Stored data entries
:::::
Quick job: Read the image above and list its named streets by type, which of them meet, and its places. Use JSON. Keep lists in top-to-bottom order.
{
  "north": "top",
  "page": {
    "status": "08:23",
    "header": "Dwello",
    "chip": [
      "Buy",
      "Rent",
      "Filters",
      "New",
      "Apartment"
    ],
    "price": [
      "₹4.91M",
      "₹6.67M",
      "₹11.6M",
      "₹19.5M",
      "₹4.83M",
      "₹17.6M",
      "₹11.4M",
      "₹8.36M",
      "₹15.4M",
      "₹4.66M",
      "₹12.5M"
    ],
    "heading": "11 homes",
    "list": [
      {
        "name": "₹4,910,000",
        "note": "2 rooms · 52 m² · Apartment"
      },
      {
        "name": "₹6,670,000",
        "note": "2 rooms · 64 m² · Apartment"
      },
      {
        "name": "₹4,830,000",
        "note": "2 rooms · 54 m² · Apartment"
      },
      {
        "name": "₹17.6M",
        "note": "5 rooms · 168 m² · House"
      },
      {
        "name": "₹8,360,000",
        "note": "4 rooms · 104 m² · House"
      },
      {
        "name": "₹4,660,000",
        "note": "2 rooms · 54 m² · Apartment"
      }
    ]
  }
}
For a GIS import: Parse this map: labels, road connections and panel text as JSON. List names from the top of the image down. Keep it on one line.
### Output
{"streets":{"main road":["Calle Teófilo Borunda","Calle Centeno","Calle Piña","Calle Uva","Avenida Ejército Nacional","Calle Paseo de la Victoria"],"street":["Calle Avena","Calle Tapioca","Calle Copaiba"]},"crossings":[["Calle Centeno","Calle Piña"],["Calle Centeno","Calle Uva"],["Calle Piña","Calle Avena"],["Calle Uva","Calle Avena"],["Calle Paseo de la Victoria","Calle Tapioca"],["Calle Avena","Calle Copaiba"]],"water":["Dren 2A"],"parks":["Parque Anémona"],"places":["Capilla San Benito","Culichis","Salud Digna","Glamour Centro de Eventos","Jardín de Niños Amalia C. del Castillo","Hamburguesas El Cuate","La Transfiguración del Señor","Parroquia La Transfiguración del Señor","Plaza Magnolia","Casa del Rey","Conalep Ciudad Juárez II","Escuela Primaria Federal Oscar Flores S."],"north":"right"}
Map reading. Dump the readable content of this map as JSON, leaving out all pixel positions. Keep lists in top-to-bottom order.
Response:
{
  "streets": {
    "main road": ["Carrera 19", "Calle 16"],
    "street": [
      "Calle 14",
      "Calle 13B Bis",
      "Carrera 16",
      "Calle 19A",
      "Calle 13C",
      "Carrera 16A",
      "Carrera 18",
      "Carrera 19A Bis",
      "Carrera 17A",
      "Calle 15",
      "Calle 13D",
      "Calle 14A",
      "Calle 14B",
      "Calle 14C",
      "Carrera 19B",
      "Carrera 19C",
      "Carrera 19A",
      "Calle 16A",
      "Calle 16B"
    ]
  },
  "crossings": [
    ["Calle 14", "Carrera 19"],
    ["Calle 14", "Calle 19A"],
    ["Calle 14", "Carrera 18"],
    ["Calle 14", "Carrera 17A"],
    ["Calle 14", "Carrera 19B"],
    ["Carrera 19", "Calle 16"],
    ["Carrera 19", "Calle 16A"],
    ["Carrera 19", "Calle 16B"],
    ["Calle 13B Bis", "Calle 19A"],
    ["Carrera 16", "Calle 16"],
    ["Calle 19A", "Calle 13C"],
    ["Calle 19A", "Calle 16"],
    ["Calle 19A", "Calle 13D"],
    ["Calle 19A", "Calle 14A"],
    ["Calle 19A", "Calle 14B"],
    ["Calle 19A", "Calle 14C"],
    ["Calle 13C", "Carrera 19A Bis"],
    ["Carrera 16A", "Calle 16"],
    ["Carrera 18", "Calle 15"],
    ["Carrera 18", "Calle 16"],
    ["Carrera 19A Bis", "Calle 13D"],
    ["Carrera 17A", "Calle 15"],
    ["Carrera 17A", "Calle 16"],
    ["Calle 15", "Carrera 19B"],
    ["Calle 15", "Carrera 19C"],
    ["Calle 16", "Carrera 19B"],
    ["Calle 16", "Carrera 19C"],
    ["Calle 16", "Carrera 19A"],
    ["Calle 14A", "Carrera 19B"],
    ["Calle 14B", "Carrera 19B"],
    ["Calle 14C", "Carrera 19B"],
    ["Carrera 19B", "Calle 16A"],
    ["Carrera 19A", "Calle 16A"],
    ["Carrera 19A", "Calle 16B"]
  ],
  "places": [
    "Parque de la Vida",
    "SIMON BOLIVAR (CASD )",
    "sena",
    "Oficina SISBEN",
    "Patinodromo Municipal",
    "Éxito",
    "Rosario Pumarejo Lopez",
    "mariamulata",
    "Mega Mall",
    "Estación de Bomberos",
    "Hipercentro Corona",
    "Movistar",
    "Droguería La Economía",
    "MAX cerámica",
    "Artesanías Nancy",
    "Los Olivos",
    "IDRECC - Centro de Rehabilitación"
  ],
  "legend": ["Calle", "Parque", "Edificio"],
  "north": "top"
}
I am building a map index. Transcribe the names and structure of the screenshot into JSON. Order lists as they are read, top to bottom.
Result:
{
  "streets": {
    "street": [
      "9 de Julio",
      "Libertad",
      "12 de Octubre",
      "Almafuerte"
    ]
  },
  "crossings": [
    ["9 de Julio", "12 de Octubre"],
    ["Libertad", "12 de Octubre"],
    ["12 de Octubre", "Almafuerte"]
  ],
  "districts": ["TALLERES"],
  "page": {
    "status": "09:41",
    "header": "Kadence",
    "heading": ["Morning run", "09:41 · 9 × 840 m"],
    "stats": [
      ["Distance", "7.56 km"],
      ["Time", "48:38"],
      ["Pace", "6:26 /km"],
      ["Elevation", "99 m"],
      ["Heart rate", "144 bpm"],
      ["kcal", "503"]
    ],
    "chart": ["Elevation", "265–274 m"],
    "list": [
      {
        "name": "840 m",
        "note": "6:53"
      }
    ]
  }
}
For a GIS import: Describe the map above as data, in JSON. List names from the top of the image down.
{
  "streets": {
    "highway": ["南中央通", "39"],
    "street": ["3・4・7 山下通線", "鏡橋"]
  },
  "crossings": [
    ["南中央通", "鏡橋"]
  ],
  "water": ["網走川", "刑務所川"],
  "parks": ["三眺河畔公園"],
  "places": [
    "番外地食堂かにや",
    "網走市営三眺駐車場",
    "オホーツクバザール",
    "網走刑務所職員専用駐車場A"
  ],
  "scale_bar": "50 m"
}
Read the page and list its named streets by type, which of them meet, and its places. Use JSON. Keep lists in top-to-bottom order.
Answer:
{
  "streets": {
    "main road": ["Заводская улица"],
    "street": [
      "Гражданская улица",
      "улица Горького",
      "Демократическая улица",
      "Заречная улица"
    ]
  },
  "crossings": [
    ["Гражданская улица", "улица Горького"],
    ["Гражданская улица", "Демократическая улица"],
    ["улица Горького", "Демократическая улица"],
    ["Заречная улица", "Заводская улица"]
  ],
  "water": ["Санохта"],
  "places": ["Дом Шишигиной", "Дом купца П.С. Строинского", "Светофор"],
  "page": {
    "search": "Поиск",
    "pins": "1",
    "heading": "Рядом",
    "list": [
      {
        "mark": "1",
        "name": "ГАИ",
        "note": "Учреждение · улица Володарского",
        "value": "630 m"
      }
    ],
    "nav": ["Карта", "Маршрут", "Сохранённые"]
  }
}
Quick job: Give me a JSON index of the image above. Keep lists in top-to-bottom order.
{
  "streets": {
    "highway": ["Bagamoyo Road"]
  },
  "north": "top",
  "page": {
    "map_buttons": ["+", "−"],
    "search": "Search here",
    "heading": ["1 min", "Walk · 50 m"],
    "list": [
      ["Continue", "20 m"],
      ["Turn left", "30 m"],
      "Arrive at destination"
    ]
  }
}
:::::
● **Problem description**: Every record above needs to be repeated word for word.

● **Response**:
Quick job: Read the image above and list its named streets by type, which of them meet, and its places. Use JSON. Keep lists in top-to-bottom order.
{
  "north": "top",
  "page": {
    "status": "08:23",
    "header": "Dwello",
    "chip": [
      "Buy",
      "Rent",
      "Filters",
      "New",
      "Apartment"
    ],
    "price": [
      "₹4.91M",
      "₹6.67M",
      "₹11.6M",
      "₹19.5M",
      "₹4.83M",
      "₹17.6M",
      "₹11.4M",
      "₹8.36M",
      "₹15.4M",
      "₹4.66M",
      "₹12.5M"
    ],
    "heading": "11 homes",
    "list": [
      {
        "name": "₹4,910,000",
        "note": "2 rooms · 52 m² · Apartment"
      },
      {
        "name": "₹6,670,000",
        "note": "2 rooms · 64 m² · Apartment"
      },
      {
        "name": "₹4,830,000",
        "note": "2 rooms · 54 m² · Apartment"
      },
      {
        "name": "₹17.6M",
        "note": "5 rooms · 168 m² · House"
      },
      {
        "name": "₹8,360,000",
        "note": "4 rooms · 104 m² · House"
      },
      {
        "name": "₹4,660,000",
        "note": "2 rooms · 54 m² · Apartment"
      }
    ]
  }
}
For a GIS import: Parse this map: labels, road connections and panel text as JSON. List names from the top of the image down. Keep it on one line.
### Output
{"streets":{"main road":["Calle Teófilo Borunda","Calle Centeno","Calle Piña","Calle Uva","Avenida Ejército Nacional","Calle Paseo de la Victoria"],"street":["Calle Avena","Calle Tapioca","Calle Copaiba"]},"crossings":[["Calle Centeno","Calle Piña"],["Calle Centeno","Calle Uva"],["Calle Piña","Calle Avena"],["Calle Uva","Calle Avena"],["Calle Paseo de la Victoria","Calle Tapioca"],["Calle Avena","Calle Copaiba"]],"water":["Dren 2A"],"parks":["Parque Anémona"],"places":["Capilla San Benito","Culichis","Salud Digna","Glamour Centro de Eventos","Jardín de Niños Amalia C. del Castillo","Hamburguesas El Cuate","La Transfiguración del Señor","Parroquia La Transfiguración del Señor","Plaza Magnolia","Casa del Rey","Conalep Ciudad Juárez II","Escuela Primaria Federal Oscar Flores S."],"north":"right"}
Map reading. Dump the readable content of this map as JSON, leaving out all pixel positions. Keep lists in top-to-bottom order.
Response:
{
  "streets": {
    "main road": ["Carrera 19", "Calle 16"],
    "street": [
      "Calle 14",
      "Calle 13B Bis",
      "Carrera 16",
      "Calle 19A",
      "Calle 13C",
      "Carrera 16A",
      "Carrera 18",
      "Carrera 19A Bis",
      "Carrera 17A",
      "Calle 15",
      "Calle 13D",
      "Calle 14A",
      "Calle 14B",
      "Calle 14C",
      "Carrera 19B",
      "Carrera 19C",
      "Carrera 19A",
      "Calle 16A",
      "Calle 16B"
    ]
  },
  "crossings": [
    ["Calle 14", "Carrera 19"],
    ["Calle 14", "Calle 19A"],
    ["Calle 14", "Carrera 18"],
    ["Calle 14", "Carrera 17A"],
    ["Calle 14", "Carrera 19B"],
    ["Carrera 19", "Calle 16"],
    ["Carrera 19", "Calle 16A"],
    ["Carrera 19", "Calle 16B"],
    ["Calle 13B Bis", "Calle 19A"],
    ["Carrera 16", "Calle 16"],
    ["Calle 19A", "Calle 13C"],
    ["Calle 19A", "Calle 16"],
    ["Calle 19A", "Calle 13D"],
    ["Calle 19A", "Calle 14A"],
    ["Calle 19A", "Calle 14B"],
    ["Calle 19A", "Calle 14C"],
    ["Calle 13C", "Carrera 19A Bis"],
    ["Carrera 16A", "Calle 16"],
    ["Carrera 18", "Calle 15"],
    ["Carrera 18", "Calle 16"],
    ["Carrera 19A Bis", "Calle 13D"],
    ["Carrera 17A", "Calle 15"],
    ["Carrera 17A", "Calle 16"],
    ["Calle 15", "Carrera 19B"],
    ["Calle 15", "Carrera 19C"],
    ["Calle 16", "Carrera 19B"],
    ["Calle 16", "Carrera 19C"],
    ["Calle 16", "Carrera 19A"],
    ["Calle 14A", "Carrera 19B"],
    ["Calle 14B", "Carrera 19B"],
    ["Calle 14C", "Carrera 19B"],
    ["Carrera 19B", "Calle 16A"],
    ["Carrera 19A", "Calle 16A"],
    ["Carrera 19A", "Calle 16B"]
  ],
  "places": [
    "Parque de la Vida",
    "SIMON BOLIVAR (CASD )",
    "sena",
    "Oficina SISBEN",
    "Patinodromo Municipal",
    "Éxito",
    "Rosario Pumarejo Lopez",
    "mariamulata",
    "Mega Mall",
    "Estación de Bomberos",
    "Hipercentro Corona",
    "Movistar",
    "Droguería La Economía",
    "MAX cerámica",
    "Artesanías Nancy",
    "Los Olivos",
    "IDRECC - Centro de Rehabilitación"
  ],
  "legend": ["Calle", "Parque", "Edificio"],
  "north": "top"
}
I am building a map index. Transcribe the names and structure of the screenshot into JSON. Order lists as they are read, top to bottom.
Result:
{
  "streets": {
    "street": [
      "9 de Julio",
      "Libertad",
      "12 de Octubre",
      "Almafuerte"
    ]
  },
  "crossings": [
    ["9 de Julio", "12 de Octubre"],
    ["Libertad", "12 de Octubre"],
    ["12 de Octubre", "Almafuerte"]
  ],
  "districts": ["TALLERES"],
  "page": {
    "status": "09:41",
    "header": "Kadence",
    "heading": ["Morning run", "09:41 · 9 × 840 m"],
    "stats": [
      ["Distance", "7.56 km"],
      ["Time", "48:38"],
      ["Pace", "6:26 /km"],
      ["Elevation", "99 m"],
      ["Heart rate", "144 bpm"],
      ["kcal", "503"]
    ],
    "chart": ["Elevation", "265–274 m"],
    "list": [
      {
        "name": "840 m",
        "note": "6:53"
      }
    ]
  }
}
For a GIS import: Describe the map above as data, in JSON. List names from the top of the image down.
{
  "streets": {
    "highway": ["南中央通", "39"],
    "street": ["3・4・7 山下通線", "鏡橋"]
  },
  "crossings": [
    ["南中央通", "鏡橋"]
  ],
  "water": ["網走川", "刑務所川"],
  "parks": ["三眺河畔公園"],
  "places": [
    "番外地食堂かにや",
    "網走市営三眺駐車場",
    "オホーツクバザール",
    "網走刑務所職員専用駐車場A"
  ],
  "scale_bar": "50 m"
}
Read the page and list its named streets by type, which of them meet, and its places. Use JSON. Keep lists in top-to-bottom order.
Answer:
{
  "streets": {
    "main road": ["Заводская улица"],
    "street": [
      "Гражданская улица",
      "улица Горького",
      "Демократическая улица",
      "Заречная улица"
    ]
  },
  "crossings": [
    ["Гражданская улица", "улица Горького"],
    ["Гражданская улица", "Демократическая улица"],
    ["улица Горького", "Демократическая улица"],
    ["Заречная улица", "Заводская улица"]
  ],
  "water": ["Санохта"],
  "places": ["Дом Шишигиной", "Дом купца П.С. Строинского", "Светофор"],
  "page": {
    "search": "Поиск",
    "pins": "1",
    "heading": "Рядом",
    "list": [
      {
        "mark": "1",
        "name": "ГАИ",
        "note": "Учреждение · улица Володарского",
        "value": "630 m"
      }
    ],
    "nav": ["Карта", "Маршрут", "Сохранённые"]
  }
}
Quick job: Give me a JSON index of the image above. Keep lists in top-to-bottom order.
{
  "streets": {
    "highway": ["Bagamoyo Road"]
  },
  "north": "top",
  "page": {
    "map_buttons": ["+", "−"],
    "search": "Search here",
    "heading": ["1 min", "Walk · 50 m"],
    "list": [
      ["Continue", "20 m"],
      ["Turn left", "30 m"],
      "Arrive at destination"
    ]
  }
}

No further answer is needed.